Take each line in the entries below that holds "Government" and show it.

SOURCE DATA

#####

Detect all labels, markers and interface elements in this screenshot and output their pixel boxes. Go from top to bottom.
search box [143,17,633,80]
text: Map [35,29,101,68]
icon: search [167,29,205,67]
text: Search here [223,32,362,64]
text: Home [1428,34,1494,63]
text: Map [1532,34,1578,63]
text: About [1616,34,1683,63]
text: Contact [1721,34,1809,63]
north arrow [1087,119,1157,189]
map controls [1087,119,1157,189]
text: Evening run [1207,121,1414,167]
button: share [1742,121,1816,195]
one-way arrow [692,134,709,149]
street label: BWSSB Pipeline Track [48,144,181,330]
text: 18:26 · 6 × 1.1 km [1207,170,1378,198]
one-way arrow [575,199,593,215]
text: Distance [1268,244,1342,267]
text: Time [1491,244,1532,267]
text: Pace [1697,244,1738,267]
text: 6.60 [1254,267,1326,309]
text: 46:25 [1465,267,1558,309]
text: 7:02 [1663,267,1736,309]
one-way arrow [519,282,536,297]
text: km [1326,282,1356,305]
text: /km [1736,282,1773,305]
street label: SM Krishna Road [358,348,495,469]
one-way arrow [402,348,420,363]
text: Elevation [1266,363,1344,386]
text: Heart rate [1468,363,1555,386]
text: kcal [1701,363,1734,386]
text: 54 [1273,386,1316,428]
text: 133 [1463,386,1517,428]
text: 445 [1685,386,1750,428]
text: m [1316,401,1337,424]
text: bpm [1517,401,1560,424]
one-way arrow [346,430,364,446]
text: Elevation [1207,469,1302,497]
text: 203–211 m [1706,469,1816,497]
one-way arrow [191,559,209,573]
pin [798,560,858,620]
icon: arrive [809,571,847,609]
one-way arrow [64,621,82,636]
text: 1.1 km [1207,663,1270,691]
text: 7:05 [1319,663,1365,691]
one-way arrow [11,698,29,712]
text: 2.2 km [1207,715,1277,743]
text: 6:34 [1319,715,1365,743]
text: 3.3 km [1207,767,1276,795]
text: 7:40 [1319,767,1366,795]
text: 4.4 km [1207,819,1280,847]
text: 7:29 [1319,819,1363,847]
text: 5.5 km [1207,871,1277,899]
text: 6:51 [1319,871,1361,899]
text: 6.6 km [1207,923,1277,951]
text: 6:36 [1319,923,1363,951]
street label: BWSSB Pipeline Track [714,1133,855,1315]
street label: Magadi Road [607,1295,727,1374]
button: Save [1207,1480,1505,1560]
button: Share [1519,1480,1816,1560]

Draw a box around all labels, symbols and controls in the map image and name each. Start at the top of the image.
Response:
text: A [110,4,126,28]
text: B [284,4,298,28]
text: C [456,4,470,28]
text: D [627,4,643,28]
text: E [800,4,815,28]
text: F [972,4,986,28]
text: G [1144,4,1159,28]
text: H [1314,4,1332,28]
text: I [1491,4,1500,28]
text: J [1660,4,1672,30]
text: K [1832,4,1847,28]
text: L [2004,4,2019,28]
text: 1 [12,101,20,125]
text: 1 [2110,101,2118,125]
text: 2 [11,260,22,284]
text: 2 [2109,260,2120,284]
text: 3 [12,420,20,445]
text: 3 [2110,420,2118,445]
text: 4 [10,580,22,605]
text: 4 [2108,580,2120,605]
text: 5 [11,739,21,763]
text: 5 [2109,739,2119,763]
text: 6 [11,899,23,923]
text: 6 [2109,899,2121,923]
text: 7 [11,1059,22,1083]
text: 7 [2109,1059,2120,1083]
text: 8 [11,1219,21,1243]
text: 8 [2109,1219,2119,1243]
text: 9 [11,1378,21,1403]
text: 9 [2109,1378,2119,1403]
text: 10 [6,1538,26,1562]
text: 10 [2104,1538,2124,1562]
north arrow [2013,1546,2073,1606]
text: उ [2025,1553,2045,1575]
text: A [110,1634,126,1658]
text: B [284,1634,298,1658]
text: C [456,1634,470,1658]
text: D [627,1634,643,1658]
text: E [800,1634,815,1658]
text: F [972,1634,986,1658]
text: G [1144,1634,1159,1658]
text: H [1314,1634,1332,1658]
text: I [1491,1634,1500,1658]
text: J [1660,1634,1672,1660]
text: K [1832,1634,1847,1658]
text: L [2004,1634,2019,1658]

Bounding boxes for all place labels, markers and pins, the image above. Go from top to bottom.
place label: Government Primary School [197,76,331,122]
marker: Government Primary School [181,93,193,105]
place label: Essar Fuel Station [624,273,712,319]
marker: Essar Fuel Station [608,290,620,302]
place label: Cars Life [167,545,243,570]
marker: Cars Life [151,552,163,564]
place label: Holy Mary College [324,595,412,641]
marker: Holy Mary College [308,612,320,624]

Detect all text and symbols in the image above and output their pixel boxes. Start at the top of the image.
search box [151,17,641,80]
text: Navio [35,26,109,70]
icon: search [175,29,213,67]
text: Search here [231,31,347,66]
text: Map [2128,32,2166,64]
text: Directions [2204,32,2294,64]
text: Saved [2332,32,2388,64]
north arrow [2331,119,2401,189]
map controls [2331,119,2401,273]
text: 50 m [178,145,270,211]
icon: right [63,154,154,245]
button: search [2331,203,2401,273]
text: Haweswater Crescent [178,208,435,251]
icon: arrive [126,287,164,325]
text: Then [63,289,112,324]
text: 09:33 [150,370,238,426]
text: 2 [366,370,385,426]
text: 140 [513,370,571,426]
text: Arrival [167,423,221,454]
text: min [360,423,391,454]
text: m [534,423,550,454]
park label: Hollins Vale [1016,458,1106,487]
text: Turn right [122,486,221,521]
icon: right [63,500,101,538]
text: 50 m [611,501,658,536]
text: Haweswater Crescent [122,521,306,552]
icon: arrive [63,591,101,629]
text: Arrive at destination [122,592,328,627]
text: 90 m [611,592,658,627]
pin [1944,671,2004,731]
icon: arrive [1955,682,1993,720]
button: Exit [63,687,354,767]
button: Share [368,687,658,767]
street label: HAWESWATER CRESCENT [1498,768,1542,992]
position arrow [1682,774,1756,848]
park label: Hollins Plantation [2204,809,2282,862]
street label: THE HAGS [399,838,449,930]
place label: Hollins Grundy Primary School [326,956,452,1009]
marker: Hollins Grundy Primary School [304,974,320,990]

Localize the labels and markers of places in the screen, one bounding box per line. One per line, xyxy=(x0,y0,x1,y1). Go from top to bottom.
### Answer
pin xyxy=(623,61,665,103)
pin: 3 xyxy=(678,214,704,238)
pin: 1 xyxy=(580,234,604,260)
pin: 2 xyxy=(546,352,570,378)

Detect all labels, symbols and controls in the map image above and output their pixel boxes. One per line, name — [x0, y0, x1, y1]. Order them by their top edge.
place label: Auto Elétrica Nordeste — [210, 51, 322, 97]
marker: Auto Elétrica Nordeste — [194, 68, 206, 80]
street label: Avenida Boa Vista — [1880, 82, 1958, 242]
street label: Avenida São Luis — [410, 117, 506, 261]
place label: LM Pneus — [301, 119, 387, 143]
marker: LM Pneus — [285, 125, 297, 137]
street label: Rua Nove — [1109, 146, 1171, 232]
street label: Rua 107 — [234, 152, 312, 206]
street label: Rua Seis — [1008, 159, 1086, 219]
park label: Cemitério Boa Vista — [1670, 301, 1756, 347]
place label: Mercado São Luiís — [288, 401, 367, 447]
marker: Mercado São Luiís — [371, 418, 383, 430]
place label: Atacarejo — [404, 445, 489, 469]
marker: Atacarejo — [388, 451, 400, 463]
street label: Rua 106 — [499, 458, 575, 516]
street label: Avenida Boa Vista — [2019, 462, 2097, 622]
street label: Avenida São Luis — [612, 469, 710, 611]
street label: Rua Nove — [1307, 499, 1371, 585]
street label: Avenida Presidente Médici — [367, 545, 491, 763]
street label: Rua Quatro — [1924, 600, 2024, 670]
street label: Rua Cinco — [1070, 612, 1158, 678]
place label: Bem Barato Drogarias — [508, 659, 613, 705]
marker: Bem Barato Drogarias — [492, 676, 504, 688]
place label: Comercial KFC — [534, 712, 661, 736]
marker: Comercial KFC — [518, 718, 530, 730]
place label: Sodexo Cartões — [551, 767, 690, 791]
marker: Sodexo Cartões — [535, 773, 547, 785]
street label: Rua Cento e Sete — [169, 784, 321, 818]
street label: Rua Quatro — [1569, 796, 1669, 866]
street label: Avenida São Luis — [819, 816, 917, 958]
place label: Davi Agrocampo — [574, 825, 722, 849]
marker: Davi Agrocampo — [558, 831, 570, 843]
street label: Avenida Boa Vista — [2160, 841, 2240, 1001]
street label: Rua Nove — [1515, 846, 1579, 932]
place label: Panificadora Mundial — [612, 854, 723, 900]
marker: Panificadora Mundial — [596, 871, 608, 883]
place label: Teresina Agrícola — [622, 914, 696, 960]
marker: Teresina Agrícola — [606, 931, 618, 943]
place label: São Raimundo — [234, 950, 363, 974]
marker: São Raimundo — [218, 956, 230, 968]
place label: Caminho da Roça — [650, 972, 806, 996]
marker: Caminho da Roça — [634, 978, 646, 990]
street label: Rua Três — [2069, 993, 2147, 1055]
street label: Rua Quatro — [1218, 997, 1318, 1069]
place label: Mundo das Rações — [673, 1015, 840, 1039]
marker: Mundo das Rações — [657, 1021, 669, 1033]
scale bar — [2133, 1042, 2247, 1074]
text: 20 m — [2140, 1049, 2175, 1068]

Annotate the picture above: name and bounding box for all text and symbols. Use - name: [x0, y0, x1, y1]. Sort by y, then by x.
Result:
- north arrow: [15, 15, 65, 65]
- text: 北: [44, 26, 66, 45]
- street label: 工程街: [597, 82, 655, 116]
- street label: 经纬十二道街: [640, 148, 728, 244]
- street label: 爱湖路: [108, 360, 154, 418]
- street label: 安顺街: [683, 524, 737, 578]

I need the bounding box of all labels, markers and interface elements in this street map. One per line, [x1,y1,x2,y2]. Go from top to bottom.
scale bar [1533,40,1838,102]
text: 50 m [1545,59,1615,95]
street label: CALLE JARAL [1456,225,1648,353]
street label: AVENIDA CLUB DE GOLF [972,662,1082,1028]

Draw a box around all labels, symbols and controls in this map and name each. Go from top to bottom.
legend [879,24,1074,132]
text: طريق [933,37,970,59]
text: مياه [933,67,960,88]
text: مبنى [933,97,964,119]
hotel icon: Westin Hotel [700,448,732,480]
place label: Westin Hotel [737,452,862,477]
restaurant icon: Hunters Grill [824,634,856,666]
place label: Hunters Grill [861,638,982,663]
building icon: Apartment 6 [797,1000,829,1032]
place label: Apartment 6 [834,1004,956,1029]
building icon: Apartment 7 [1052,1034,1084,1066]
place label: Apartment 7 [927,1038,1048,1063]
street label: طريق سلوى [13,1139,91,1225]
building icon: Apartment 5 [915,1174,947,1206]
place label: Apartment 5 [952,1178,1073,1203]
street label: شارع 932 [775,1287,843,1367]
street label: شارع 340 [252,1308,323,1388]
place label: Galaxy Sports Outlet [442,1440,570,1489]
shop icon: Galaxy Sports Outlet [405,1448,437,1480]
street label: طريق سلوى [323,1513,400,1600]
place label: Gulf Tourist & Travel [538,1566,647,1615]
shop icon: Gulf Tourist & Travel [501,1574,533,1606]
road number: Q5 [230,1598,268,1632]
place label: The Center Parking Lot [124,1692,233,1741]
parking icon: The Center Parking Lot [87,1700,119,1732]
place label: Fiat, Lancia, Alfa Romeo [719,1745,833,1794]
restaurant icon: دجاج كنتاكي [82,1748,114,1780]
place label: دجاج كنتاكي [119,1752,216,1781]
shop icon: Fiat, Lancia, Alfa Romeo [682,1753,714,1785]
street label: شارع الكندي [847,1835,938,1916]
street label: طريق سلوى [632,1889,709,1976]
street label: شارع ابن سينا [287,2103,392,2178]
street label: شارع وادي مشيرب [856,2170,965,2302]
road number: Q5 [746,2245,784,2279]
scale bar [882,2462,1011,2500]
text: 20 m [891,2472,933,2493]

#####

TASK RESPONSE
place label: Government Primary School [197,76,331,122]
marker: Government Primary School [181,93,193,105]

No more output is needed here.